As a leader, you have to be willing to invest some time in figuring out what may be troubling this person. After all, you probably interviewed them and hired them; if you felt something was amiss at that time, you probably wouldn't have invited them into your company. You could always try including them on a committee of some kind. Heck, it might only take saying hello every morning, or showing them some other kind of daily attention to help ease them into a more cordial manner.

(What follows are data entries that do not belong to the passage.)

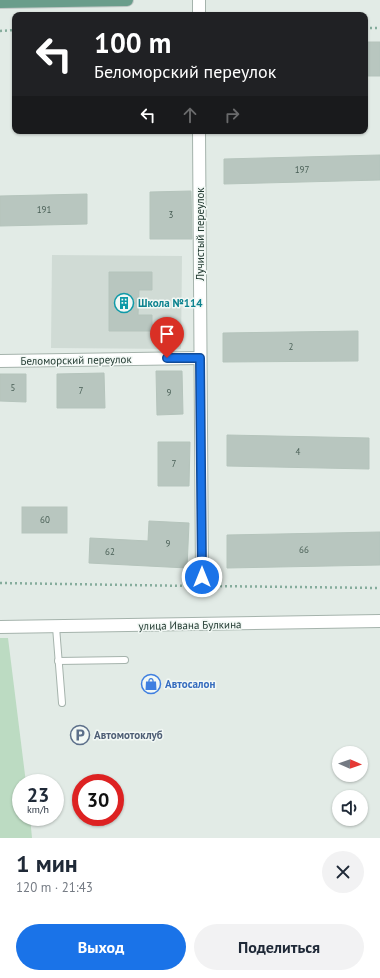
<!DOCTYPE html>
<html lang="ru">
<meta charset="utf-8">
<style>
:root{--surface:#fff;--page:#f2f2f3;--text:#1f2937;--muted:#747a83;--accent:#1a73e8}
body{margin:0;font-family:"PT Sans",sans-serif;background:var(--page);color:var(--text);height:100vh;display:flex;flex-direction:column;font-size:15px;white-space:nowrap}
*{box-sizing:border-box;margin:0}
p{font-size:13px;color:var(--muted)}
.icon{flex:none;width:22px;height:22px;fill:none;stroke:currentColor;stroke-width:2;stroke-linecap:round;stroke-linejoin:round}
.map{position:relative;height:838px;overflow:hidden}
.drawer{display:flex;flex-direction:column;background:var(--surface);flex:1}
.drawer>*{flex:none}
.guide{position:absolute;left:12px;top:12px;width:356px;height:122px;border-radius:8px;box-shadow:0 1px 3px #0004;background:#202124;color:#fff;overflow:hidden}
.needle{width:26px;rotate:92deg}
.controls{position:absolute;left:332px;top:746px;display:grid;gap:8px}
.controls a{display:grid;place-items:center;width:36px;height:36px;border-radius:50%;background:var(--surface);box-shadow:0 1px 3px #0004;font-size:20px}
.speed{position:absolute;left:12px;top:774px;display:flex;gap:8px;font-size:20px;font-weight:700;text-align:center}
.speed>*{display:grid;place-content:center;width:52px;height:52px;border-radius:50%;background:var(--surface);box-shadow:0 1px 3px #0004;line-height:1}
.speed small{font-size:10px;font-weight:400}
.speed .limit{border:6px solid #d22;background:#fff;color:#111}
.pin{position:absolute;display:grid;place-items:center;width:34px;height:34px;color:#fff;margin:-41px -17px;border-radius:50% 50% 50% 0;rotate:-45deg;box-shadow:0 0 4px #0007}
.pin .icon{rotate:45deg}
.me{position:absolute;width:44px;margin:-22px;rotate:0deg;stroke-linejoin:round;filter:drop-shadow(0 0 3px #0008)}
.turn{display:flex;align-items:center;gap:14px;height:84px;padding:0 16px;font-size:18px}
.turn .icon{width:52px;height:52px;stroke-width:2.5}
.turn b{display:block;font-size:28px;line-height:34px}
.lanes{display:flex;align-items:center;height:38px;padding:0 16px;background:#0003;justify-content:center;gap:20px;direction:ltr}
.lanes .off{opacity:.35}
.round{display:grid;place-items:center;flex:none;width:42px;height:42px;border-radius:21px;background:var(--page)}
.summary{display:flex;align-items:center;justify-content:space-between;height:68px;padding:0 16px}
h1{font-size:24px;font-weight:700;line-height:30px}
.cta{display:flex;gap:8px;margin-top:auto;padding:8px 16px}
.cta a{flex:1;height:46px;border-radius:24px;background:var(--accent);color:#fff;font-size:16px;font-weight:700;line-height:46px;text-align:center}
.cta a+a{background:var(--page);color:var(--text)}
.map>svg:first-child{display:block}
.built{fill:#d0dbd5}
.green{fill:#bcdbc2}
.building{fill:#b8c6bf;stroke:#b5c4bc}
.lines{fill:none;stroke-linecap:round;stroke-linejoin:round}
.lane-casing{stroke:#a5b3ac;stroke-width:8}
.street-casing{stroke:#a5b3ac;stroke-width:14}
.primary-casing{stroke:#c1c8c6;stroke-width:14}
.path{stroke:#85ac9c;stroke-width:2.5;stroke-dasharray:2 3;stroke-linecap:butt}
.lane{stroke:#fff;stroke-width:6}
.street{stroke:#fff;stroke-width:12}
.primary{stroke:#6a9d8b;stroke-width:12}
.route-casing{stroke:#114b97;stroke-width:10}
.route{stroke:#1a73e8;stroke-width:7}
.labels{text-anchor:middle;stroke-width:3;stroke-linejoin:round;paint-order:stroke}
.number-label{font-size:9px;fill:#485e55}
.street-label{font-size:11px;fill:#233b32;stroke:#f2f8f5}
.culture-label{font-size:11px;font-weight:bold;fill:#0d838f;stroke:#f2f8f5;text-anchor:start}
.shop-label{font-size:11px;font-weight:bold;fill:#366cbe;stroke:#f2f8f5;text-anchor:start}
.service-label{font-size:11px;font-weight:bold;fill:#4e5e75;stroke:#f2f8f5;text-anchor:start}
</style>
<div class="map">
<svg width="380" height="838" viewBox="0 0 380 838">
<rect width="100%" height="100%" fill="#e2ebe6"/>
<!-- built -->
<path class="built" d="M52,255L182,256L181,349L51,348Z"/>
<!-- green -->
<path class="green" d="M0,638H8L26,783H21V817H30L32,838H0Z"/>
<!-- building -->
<g class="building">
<rect x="365" y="42" width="15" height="34"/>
<path d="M380,155V180L224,184V159Z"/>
<path d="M191,191L192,239H150V192Z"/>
<path d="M87,194V224L0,226V196Z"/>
<path d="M109,272H152V290H139L138,315H152V331H109Z"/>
<path d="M358,331V361L223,362V333Z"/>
<path d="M156,371H182L183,414L157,415Z"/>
<path d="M104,373L105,408H57V374Z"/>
<path d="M0,374H26V402L0,401Z"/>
<path d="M227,435L369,438V469L227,466Z"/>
<path d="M158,442H190L189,486H158Z"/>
<rect x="22" y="507" width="45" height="26"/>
<path d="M149,521L189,523L187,568L89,563L90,538L148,541Z"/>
<path d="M380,532V565L227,568V535Z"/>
</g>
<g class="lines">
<defs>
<g id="lane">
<path d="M56,627L62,703"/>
<path d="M58,661L125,660"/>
</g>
<g id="street">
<path d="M199,15V0"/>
<path d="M199,131L202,577"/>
<path d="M0,361L200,358"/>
<path d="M0,627L380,621"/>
</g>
<path id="primary" d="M0,2L127,0"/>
</defs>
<!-- lane casing -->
<use href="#lane" class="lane-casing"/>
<!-- street casing -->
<use href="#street" class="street-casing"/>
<!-- primary casing -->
<use href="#primary" class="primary-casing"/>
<!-- path -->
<g class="path">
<path d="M365,28H380"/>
<path d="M0,31L15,30"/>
<path d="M0,583L193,586"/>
<path d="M210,586L380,588"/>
</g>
<!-- lane -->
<use href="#lane" class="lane"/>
<!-- street -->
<use href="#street" class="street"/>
<!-- primary -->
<use href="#primary" class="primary"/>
</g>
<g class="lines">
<defs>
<path id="route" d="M167,358H200L202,577"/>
</defs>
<!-- route casing -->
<use href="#route" class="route-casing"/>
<!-- route -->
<use href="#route" class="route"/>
</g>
<!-- icons -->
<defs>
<symbol id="building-ring" viewBox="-11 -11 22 22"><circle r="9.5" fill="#f2f8f5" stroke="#0f9aa8" stroke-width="1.5"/><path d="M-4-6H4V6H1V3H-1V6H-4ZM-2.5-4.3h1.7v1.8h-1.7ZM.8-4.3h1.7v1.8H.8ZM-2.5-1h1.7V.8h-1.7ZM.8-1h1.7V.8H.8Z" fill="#0f9aa8"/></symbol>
<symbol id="shop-ring" viewBox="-11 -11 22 22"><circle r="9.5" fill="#f2f8f5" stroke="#3f7fe0" stroke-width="1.5"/><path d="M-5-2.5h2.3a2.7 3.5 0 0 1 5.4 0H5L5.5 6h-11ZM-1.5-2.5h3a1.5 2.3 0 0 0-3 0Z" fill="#3f7fe0"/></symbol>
<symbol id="parking-ring" viewBox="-11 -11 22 22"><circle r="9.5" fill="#f2f8f5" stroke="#5c6f8a" stroke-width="1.5"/><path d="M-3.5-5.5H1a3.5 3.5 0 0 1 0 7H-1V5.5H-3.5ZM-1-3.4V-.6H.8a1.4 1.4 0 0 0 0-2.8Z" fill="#5c6f8a"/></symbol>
</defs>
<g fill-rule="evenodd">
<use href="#building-ring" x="113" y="292" width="22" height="22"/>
<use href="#shop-ring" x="140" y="673" width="22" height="22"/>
<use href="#parking-ring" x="69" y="724" width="22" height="22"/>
</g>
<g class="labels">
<!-- number labels -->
<g class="number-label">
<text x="302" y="173">197</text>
<text x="44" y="213">191</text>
<text x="171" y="218">3</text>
<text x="291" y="350">2</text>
<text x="13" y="391">5</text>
<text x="81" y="394">7</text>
<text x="169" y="396">9</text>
<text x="298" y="455">4</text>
<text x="174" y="467">7</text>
<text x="45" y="523">60</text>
<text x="168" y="547">9</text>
<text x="304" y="553">66</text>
<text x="110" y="555">62</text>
</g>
<!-- street labels -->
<g class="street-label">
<text transform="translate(200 234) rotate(-90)" y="4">Лучистый переулок</text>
<text transform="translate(76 360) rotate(-1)" y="4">Беломорский переулок</text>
<text transform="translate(190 625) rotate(-1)" y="4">улица Ивана Булкина</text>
</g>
<!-- culture labels -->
<g class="culture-label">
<text x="138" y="307">Школа №114</text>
</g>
<!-- shop labels -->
<g class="shop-label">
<text x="165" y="688">Автосалон</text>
</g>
<!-- service labels -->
<g class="service-label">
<text x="94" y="739">Автомотоклуб</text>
</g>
</g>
</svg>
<div class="controls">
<a><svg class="needle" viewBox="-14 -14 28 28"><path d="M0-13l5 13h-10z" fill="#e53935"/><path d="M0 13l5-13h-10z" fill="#747a83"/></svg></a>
<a><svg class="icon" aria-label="sound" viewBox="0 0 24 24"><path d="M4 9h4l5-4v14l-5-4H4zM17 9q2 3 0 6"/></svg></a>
</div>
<div class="speed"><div>23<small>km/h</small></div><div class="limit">30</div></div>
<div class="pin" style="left:167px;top:358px;background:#d93025"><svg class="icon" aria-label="arrive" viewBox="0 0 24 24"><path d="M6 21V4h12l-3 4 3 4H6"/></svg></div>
<svg class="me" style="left:202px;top:577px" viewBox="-20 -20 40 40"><circle r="17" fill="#1a73e8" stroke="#fff" stroke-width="3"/><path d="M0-11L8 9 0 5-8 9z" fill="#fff"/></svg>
<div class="guide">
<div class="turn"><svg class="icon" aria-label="left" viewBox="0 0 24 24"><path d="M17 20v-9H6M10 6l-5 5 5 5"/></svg><div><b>100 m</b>Беломорский переулок</div></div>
<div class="lanes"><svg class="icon" aria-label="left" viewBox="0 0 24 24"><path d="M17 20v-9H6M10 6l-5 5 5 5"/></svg><svg class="icon off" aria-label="ahead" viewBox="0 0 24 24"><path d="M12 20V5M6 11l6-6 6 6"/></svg><svg class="icon off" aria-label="right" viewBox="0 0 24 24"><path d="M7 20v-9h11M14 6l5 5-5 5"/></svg></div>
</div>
</div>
<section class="drawer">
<div class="summary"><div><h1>1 мин</h1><p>120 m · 21:43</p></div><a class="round"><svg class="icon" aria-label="close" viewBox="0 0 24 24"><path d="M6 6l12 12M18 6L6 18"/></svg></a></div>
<div class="cta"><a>Выход</a><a>Поделиться</a></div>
</section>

If you're a co-worker of some type, it might be harder to accomplish, but it can be achieved. One thing you can do is talk to them as though they're giving you back what you're giving them. That is, you be nice and cordial to them, even if they don't react in the same way. Over time, you could work them into at least treating you nicer than they treat everyone else. Or you could try treating them exactly how you feel they're treating you; some people don't notice how they're projecting themselves, and sometimes seeing it for themselves will make them come around.

Or you could try this; ask them what their problem is. Maybe you don't ask them that directly (though you could), but you could always ask them if something is wrong. One of two things will happen. Either they'll say nothing is wrong, in which case you're now open to say "Well, it seems as though there's something wrong" (or something like that), or they'll appreciate that you asked and tell you what's wrong. Either way, at least you'll have found a way to help break down the wall.

The main thing you always want to make sure of is that someone else's bad mood doesn't change your mood. Studies have shown that it's easier to allow yourself to be angry than happy. It seems odd to think that it takes a lot of work to be happy, but that's the way it is. Many of us allow the actions of others to alter ours; if you don't believe me, notice your reaction the next time someone cuts you off while you're driving.

Strive to stay positive, and if you have to bring someone else along kicking and screaming, so be it. Of course, you could just try ignoring them, but what fun would that be?